The excellence of silent film during the late 1920s helps to explain why many saw the coming of sound as a backward step. Most of ‘Lonesome’, another tale of US urban life by a European émigre, showed the flair of late silent cinema, but the mood was shattered by some common dialogue sequences.
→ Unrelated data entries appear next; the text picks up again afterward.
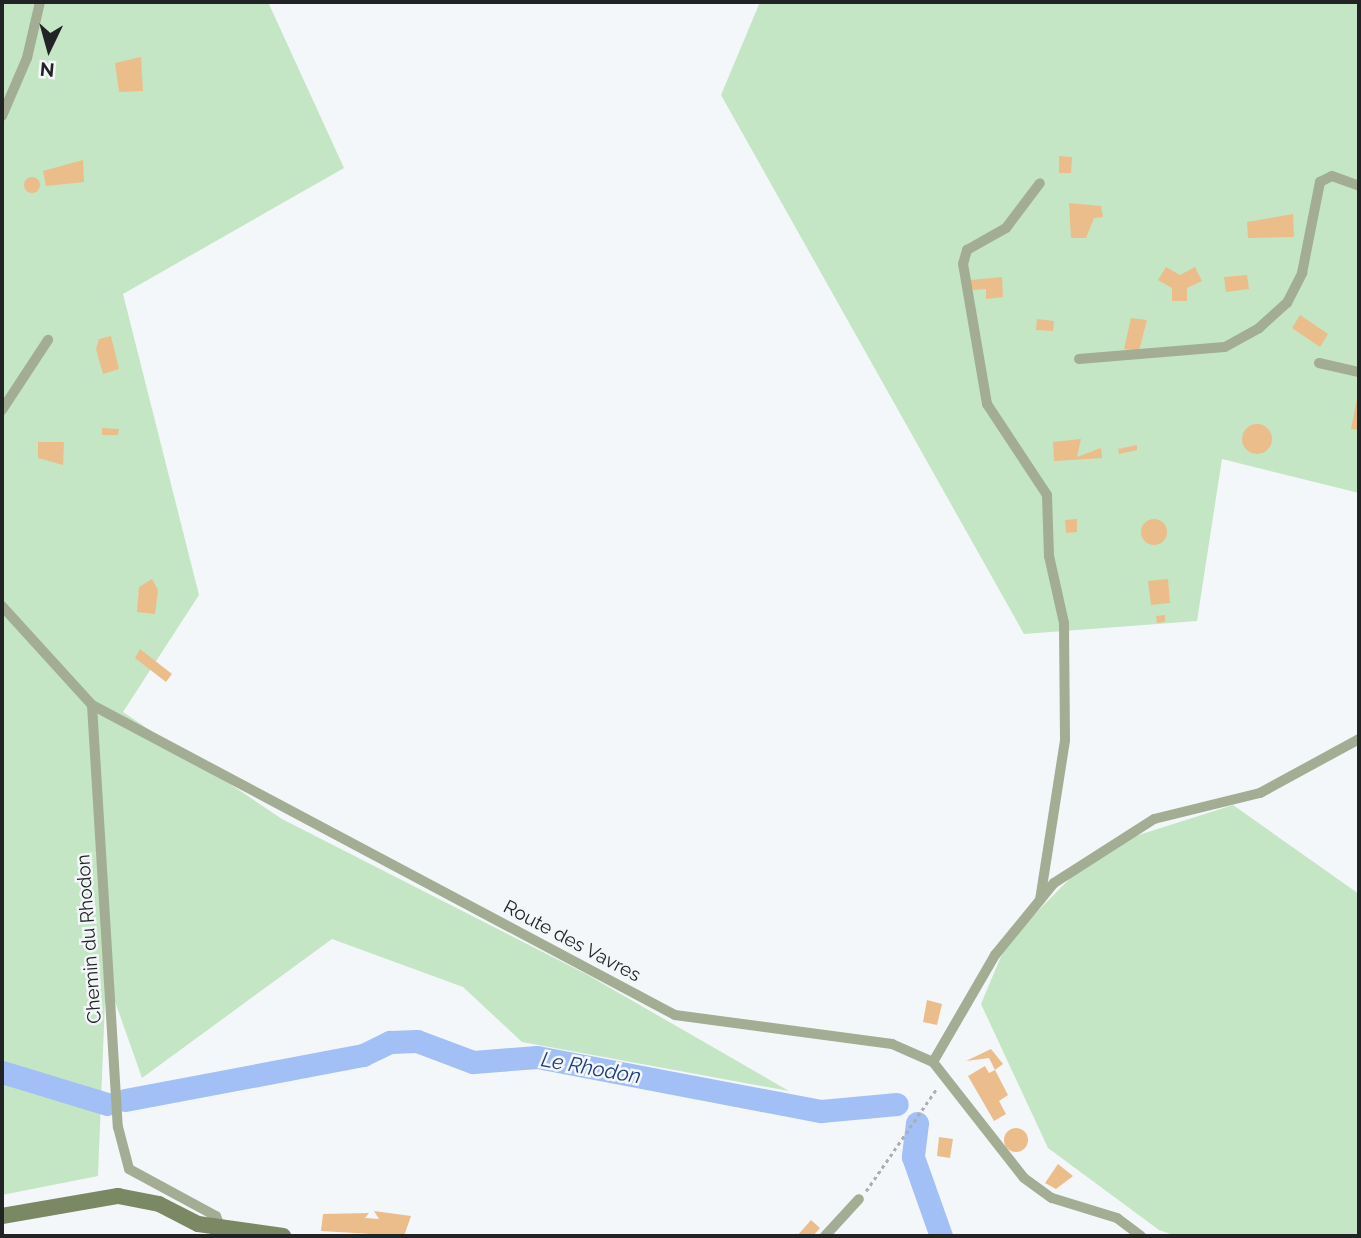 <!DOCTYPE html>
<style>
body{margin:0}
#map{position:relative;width:1361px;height:1238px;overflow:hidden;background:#f4f7f9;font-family:Raleway,sans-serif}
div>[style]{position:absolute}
.green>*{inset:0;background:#c4e6c5}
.river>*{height:23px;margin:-11.5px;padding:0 11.5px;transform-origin:11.5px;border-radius:11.5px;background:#a2bff6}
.building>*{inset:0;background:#ebbd8b}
.round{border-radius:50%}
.path>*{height:2.5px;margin-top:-1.25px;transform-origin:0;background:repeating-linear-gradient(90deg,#abadaf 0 3.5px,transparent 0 7px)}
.minor>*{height:10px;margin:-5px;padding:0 5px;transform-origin:5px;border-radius:5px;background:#a2ad93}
.secondary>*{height:16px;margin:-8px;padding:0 8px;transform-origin:8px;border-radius:8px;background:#7a8964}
span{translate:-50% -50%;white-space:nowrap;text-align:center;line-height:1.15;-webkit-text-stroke:5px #f4f7f9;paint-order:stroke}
.street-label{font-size:19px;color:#222324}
.water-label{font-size:21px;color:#1e3e7d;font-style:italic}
.frame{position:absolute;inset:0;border:4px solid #222324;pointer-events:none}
.north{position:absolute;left:14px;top:14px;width:70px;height:70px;-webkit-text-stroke:5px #f4f7f9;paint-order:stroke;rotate:185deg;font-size:19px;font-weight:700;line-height:28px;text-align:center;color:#222324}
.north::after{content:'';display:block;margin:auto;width:24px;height:32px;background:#222324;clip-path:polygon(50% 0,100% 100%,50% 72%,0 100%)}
</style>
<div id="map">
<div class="green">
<i style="clip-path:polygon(2px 2px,268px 2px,344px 168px,123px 294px,199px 595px,123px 712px,282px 819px,586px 974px,789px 1091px,522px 1042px,463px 987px,332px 939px,142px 1078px,106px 976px,98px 1176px,2px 1195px)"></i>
<i style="clip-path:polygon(760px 2px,1359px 2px,1359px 493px,1222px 459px,1197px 621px,1024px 634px,721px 95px)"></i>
<i style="clip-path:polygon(1233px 805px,1359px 894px,1359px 1236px,1176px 1236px,1159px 1230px,1048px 1148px,981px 1004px,1007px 942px,1101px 847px)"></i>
</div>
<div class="river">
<i style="left:2px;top:1072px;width:110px;rotate:16.9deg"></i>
<i style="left:125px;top:1100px;width:242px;rotate:-10.7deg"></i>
<i style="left:363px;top:1055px;width:30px;rotate:-26deg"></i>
<i style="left:390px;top:1042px;width:27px;rotate:-2deg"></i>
<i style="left:417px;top:1041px;width:60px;rotate:20.6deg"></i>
<i style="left:473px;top:1062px;width:64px;rotate:-4.5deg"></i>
<i style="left:537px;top:1057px;width:289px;rotate:10.8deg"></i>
<i style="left:821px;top:1111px;width:76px;rotate:-5.3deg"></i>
<i style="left:917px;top:1123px;width:34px;rotate:97deg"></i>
<i style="left:913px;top:1157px;width:84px;rotate:70.5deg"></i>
</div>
<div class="building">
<i style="clip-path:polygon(141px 57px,143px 91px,119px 92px,115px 63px)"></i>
<i style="clip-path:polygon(1059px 156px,1072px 157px,1071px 173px,1059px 173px)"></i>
<i style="clip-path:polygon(83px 160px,84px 182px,46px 186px,43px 171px)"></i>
<i class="round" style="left:24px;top:177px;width:16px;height:16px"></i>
<i style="clip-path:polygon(1069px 203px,1101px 206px,1103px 217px,1094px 218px,1086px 238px,1071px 238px)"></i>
<i style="clip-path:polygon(1293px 214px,1294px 237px,1248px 238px,1247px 222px)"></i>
<i style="clip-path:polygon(1166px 267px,1180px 275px,1195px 267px,1202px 281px,1187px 288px,1187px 301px,1172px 301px,1172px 288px,1158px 280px)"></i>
<i style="clip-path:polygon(1247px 275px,1249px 289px,1226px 292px,1224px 277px)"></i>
<i style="clip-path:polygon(1002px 277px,1003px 297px,986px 299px,986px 289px,971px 290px,970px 280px)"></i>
<i style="clip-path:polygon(1300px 315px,1328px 334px,1320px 347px,1292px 328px)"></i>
<i style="clip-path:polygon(1131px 318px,1147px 320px,1139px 351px,1124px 349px)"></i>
<i style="clip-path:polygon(1037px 319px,1054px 321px,1053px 331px,1036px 330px)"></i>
<i style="clip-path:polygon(111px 336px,119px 369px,103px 374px,96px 349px,99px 339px)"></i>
<i style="clip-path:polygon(1358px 394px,1359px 395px,1359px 430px,1351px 429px)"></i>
<i class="round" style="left:1242px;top:424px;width:30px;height:30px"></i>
<i style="clip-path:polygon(102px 428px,119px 429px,118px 435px,102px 435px)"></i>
<i style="clip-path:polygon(1081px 439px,1077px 457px,1101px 448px,1102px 458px,1054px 461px,1053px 442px)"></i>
<i style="clip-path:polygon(38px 442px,64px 442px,63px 465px,38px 458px)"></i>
<i style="clip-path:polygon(1137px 445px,1137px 450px,1119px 454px,1118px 449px)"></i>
<i style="clip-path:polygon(1077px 519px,1077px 532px,1066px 533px,1065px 520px)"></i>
<i class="round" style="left:1141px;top:519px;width:26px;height:26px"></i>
<i style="clip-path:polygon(152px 579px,158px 590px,155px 614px,137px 612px,139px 587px)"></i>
<i style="clip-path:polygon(1168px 579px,1170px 603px,1151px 605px,1148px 581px)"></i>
<i style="clip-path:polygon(1165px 615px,1165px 622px,1157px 623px,1156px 616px)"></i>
<i style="clip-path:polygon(140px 649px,172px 674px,166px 682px,135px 658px)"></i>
<i style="clip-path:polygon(927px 1000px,942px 1004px,937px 1025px,923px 1022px)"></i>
<i style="clip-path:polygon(991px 1049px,1003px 1064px,995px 1070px,1008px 1095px,999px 1101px,1006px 1114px,994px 1121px,968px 1076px,985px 1066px,989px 1073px,995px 1070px,989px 1058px,966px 1061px)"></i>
<i class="round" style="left:1004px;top:1128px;width:24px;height:24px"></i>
<i style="clip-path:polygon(939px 1137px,953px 1139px,950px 1158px,937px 1156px)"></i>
<i style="clip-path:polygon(1058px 1164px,1073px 1176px,1056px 1189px,1045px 1183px)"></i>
<i style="clip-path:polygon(374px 1211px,411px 1216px,404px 1236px,321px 1231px,323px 1214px,369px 1213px,365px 1218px,379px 1219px)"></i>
<i style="clip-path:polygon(811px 1220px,820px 1228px,813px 1236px,797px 1236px)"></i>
</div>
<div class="path">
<i style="left:866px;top:1191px;width:125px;rotate:-55.4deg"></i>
</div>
<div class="minor">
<i style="left:2px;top:116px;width:63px;rotate:-66.7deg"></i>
<i style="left:27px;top:58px;width:57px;rotate:-76.9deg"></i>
<i style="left:1079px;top:359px;width:146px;rotate:-4.7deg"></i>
<i style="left:1225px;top:347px;width:39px;rotate:-29deg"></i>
<i style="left:1259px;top:328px;width:38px;rotate:-42deg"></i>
<i style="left:1287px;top:303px;width:34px;rotate:-63deg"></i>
<i style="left:1302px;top:273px;width:93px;rotate:-78.8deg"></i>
<i style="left:1320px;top:182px;width:13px;rotate:-27deg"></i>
<i style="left:1332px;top:176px;width:29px;rotate:20deg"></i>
<i style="left:1319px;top:363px;width:41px;rotate:12.7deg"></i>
<i style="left:2px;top:410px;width:84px;rotate:-56.7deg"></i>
<i style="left:2px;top:606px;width:134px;rotate:47.7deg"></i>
<i style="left:92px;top:705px;width:660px;rotate:28deg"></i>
<i style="left:675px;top:1015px;width:219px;rotate:7.6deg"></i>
<i style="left:892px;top:1044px;width:45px;rotate:23.7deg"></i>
<i style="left:933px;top:1062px;width:147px;rotate:51.9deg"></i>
<i style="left:1024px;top:1178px;width:34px;rotate:36deg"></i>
<i style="left:1052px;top:1198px;width:68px;rotate:17.1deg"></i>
<i style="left:1117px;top:1218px;width:30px;rotate:37deg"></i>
<i style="left:92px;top:705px;width:423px;rotate:86.5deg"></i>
<i style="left:118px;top:1127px;width:43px;rotate:75.3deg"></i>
<i style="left:129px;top:1169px;width:99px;rotate:28.4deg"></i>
<i style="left:216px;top:1216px;width:14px;rotate:69deg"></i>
<i style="left:1040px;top:900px;width:162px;rotate:-81.1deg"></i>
<i style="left:1065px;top:740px;width:117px;rotate:-90.5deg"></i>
<i style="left:1064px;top:623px;width:69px;rotate:-102.6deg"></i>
<i style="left:1049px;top:556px;width:61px;rotate:-91.9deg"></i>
<i style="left:1047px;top:495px;width:109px;rotate:-123.4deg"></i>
<i style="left:987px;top:404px;width:142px;rotate:-99.7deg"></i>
<i style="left:963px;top:264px;width:15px;rotate:-74deg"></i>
<i style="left:967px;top:250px;width:45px;rotate:-29.4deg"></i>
<i style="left:1006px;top:228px;width:56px;rotate:-52.9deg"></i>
<i style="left:933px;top:1062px;width:124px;rotate:-59.9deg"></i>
<i style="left:995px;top:955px;width:93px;rotate:-50.7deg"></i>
<i style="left:1054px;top:883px;width:119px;rotate:-32.6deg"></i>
<i style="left:1154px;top:819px;width:109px;rotate:-13.8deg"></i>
<i style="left:1260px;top:793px;width:113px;rotate:-28.6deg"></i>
<i style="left:825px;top:1236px;width:50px;rotate:-47.4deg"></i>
</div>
<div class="secondary">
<i style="left:2px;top:1216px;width:118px;rotate:-9.8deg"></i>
<i style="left:118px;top:1196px;width:42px;rotate:11deg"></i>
<i style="left:159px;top:1204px;width:44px;rotate:27.1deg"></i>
<i style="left:198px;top:1224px;width:86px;rotate:8deg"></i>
</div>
<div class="street-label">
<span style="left:89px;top:939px;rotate:-94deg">Chemin du Rhodon</span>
<span style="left:572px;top:941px;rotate:28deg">Route des Vavres</span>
</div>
<div class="water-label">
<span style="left:591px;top:1068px;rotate:10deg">Le Rhodon</span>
</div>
<div class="frame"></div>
<div class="north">N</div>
</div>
The sound opened up new possibilities for film and by 1930 the new medium had won out in the United States and Western Europe, but it was years before filmmakers had the technology to combine sound with the visual fluency of the late silents. The point is confirmed by the outstanding work of the few mature film industries that made silent films after 1930. Until the mid-1930s, Soviet cinema produced fine silents, such as ‘Schastye’, by Alexander Medvedkin, with its blend of slapstick, satire, and folklore In Japan, where sound films were rare until 1935, directors such as Mikio Naruse and Hiroshi Shimizu fused local traditions with the flamboyant camera style learned from Western masters of late silent film, In films such as ‘Otona no miru ehon-Umarete wa mita keredo’, Yasujiro Ozu showed that silent cinema was capable of realism as authentic as hat achieved with sound in the Neo-Realist films of post-war Italy.

Hideo Sugawara, Seiichi Kato, Tomio Aoki from the film ‘Otona no miru ehon-Umarete wa mita keredo’ directed by Yasujiro Ozu.
A screenshot from the film ‘Schastye’.